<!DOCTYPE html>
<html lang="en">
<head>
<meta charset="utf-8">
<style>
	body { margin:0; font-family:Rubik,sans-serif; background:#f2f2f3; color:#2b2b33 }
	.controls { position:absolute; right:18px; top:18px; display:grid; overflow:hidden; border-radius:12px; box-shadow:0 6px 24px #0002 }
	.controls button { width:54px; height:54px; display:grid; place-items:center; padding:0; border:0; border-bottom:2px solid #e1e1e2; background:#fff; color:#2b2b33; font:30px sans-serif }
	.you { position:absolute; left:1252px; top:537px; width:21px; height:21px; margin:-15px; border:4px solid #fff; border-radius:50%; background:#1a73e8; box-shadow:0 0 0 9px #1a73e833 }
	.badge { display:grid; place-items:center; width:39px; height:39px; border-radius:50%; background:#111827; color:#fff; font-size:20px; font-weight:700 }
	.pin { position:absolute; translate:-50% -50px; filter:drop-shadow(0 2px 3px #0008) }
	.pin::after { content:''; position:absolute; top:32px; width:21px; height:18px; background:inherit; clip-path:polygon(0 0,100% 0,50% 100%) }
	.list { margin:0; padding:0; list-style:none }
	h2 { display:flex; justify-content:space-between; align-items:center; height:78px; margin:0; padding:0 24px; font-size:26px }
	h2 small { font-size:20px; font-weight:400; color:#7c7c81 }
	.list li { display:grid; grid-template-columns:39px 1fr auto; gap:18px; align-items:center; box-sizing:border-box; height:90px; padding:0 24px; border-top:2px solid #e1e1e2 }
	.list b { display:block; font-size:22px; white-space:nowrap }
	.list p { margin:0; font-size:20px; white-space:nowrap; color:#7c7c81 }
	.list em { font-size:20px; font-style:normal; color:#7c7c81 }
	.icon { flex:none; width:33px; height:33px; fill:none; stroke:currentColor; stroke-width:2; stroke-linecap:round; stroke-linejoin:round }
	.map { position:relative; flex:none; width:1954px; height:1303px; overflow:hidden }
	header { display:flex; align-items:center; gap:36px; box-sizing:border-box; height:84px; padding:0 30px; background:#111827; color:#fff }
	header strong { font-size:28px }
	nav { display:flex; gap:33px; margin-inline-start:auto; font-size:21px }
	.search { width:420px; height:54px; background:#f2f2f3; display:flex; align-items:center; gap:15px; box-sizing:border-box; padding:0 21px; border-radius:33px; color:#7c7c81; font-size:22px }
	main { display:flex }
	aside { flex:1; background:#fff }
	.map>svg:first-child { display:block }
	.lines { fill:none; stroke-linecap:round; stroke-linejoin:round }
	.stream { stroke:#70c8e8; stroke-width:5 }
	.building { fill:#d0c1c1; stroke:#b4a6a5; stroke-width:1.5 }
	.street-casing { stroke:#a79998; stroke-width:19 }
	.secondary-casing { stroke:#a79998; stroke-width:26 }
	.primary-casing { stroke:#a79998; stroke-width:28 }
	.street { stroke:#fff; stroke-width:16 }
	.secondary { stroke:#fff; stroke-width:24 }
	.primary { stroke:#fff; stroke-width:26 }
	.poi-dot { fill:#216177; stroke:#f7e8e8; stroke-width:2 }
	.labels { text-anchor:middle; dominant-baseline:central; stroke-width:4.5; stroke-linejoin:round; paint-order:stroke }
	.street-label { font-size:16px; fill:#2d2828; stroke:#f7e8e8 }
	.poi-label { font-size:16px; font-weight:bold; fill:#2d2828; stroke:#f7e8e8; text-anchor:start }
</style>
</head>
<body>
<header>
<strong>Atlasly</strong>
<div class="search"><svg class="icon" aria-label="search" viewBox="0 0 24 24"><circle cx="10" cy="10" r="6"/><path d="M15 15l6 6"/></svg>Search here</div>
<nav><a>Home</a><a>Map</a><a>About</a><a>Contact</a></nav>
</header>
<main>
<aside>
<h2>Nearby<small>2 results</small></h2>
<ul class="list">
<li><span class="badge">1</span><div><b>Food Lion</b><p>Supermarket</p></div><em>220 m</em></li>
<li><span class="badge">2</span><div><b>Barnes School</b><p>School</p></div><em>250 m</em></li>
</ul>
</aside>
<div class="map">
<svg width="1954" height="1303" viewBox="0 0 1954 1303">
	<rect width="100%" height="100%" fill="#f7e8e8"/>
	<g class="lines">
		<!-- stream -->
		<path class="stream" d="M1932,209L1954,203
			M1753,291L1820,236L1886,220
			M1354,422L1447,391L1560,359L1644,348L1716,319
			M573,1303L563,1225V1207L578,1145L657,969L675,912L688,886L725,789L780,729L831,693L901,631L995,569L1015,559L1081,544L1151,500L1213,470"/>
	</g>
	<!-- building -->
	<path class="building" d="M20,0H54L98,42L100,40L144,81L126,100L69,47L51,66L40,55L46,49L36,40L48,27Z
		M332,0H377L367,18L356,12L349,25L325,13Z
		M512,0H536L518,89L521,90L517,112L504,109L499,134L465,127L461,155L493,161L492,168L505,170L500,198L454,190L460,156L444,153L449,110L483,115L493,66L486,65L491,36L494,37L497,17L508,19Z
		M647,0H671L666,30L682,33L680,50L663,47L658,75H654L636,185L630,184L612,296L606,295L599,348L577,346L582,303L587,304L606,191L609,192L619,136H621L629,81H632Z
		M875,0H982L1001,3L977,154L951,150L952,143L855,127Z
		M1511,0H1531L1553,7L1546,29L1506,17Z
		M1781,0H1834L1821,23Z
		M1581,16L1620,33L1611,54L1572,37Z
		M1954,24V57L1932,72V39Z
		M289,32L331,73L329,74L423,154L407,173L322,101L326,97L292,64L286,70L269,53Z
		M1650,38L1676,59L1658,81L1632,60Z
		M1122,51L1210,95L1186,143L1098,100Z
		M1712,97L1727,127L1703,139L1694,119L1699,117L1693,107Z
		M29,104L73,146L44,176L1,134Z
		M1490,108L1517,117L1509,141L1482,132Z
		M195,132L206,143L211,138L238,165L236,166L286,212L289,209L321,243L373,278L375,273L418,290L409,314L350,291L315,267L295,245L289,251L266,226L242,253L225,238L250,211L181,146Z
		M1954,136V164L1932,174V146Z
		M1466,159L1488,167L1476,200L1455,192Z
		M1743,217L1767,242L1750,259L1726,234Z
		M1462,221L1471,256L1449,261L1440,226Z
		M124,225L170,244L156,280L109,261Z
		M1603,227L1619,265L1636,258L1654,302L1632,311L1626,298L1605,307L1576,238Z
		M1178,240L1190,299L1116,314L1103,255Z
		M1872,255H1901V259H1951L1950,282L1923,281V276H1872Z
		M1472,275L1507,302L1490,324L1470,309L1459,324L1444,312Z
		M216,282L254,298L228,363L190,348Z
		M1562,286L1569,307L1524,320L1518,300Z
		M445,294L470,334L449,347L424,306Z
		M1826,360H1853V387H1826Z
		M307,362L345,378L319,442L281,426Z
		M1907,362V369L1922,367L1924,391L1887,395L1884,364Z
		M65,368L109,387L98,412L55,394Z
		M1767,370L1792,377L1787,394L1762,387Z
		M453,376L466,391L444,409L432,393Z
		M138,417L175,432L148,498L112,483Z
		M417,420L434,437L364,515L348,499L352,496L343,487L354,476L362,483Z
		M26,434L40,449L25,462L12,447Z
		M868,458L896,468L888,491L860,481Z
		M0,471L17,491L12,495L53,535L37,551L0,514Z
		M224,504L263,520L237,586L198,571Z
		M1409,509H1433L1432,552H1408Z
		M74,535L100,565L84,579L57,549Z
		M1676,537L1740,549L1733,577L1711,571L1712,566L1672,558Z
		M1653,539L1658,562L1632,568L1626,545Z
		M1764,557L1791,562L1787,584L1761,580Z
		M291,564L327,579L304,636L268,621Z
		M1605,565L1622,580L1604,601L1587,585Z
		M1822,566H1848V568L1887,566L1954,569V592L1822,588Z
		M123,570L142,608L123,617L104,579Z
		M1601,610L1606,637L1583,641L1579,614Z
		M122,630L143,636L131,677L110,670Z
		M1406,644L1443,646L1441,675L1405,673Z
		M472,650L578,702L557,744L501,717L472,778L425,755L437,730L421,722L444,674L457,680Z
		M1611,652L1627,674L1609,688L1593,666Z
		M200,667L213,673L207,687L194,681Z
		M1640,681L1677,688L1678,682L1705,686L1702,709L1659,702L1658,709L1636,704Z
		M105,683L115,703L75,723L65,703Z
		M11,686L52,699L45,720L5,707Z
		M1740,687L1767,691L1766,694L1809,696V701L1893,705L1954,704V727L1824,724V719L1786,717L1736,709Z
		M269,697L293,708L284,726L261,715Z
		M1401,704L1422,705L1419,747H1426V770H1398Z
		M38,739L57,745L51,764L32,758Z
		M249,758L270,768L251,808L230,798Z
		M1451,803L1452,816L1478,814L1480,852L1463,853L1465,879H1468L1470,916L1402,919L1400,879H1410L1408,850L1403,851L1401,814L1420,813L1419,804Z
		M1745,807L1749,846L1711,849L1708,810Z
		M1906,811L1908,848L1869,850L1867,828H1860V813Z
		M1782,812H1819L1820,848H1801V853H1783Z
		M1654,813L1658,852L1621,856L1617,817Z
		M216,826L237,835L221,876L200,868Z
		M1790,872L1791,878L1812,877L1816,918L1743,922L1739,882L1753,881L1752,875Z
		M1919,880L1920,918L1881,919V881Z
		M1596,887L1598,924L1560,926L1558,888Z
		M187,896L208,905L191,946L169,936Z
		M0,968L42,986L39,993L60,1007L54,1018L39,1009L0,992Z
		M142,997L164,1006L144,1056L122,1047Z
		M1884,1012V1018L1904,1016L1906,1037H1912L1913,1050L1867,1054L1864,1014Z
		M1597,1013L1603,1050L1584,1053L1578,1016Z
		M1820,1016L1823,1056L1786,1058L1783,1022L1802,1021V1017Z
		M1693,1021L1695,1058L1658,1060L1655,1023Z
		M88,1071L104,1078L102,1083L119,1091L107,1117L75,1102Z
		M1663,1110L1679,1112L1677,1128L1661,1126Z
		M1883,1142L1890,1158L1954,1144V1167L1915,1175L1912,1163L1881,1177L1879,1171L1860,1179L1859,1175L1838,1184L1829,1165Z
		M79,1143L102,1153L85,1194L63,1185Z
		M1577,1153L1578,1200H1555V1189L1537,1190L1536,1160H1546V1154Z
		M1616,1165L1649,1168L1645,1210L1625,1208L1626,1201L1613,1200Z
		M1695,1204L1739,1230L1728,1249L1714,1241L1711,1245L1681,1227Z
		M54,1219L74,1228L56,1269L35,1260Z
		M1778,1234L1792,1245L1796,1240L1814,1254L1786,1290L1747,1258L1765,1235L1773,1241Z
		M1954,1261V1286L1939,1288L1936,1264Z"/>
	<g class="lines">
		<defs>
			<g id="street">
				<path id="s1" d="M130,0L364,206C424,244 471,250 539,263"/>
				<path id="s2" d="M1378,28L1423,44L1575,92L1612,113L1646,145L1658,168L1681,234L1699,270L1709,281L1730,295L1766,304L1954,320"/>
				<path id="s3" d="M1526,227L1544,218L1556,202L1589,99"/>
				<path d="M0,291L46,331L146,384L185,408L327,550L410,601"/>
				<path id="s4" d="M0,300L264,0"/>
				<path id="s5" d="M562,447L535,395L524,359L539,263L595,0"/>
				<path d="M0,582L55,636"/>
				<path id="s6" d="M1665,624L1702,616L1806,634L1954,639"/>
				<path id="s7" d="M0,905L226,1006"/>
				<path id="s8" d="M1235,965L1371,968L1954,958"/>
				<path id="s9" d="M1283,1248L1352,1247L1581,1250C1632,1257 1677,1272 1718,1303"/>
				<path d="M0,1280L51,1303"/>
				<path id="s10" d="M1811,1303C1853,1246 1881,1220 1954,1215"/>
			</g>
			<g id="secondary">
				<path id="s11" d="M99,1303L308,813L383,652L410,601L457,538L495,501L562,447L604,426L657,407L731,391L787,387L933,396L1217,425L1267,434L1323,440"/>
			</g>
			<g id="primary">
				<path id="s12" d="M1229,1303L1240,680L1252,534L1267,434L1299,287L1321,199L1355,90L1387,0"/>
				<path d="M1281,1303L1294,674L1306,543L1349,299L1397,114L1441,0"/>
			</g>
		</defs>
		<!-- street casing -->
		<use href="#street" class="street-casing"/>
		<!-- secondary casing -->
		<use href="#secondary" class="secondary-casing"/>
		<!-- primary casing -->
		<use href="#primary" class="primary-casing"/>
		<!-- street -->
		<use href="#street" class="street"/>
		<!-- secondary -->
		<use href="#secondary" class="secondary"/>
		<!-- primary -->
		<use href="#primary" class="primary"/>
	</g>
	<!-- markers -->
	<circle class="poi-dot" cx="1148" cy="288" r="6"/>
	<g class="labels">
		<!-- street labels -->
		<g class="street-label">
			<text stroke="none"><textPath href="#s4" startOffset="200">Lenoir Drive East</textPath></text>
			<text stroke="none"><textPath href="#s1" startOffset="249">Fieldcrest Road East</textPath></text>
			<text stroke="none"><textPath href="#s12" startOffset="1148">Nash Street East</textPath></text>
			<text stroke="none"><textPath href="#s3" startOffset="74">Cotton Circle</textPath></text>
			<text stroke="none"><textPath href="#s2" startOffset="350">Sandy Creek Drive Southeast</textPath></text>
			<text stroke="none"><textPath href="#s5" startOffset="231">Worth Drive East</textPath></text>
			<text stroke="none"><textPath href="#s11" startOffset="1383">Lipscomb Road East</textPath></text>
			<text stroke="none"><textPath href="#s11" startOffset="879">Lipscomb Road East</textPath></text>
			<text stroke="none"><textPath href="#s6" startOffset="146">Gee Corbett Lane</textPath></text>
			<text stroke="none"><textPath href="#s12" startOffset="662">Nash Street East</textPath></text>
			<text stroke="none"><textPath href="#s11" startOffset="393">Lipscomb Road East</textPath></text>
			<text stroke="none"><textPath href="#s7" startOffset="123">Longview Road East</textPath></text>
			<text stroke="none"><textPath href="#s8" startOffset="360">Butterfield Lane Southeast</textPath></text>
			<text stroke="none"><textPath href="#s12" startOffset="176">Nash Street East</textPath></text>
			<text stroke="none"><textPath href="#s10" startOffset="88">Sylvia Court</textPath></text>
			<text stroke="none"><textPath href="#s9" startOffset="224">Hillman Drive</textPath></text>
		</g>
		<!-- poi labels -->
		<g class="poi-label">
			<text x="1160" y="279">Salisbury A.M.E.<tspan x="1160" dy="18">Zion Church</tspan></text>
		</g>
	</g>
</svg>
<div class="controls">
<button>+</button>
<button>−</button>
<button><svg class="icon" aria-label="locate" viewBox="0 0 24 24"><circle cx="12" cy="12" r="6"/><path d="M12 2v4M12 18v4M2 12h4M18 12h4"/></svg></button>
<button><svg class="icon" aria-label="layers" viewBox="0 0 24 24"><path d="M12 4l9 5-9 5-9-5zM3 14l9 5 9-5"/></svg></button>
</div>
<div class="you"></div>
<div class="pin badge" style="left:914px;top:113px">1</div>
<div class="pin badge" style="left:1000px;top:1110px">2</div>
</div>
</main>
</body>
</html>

(ASSIGNMENT):
Repeat exactly, please, each line from the beginning of the data through the line with "position:absolute; right:18px; top:18px;" in it, and only those lines.

(PROBLEM SOLUTION):
<!DOCTYPE html>
<html lang="en">
<head>
<meta charset="utf-8">
<style>
	body { margin:0; font-family:Rubik,sans-serif; background:#f2f2f3; color:#2b2b33 }
	.controls { position:absolute; right:18px; top:18px; display:grid; overflow:hidden; border-radius:12px; box-shadow:0 6px 24px #0002 }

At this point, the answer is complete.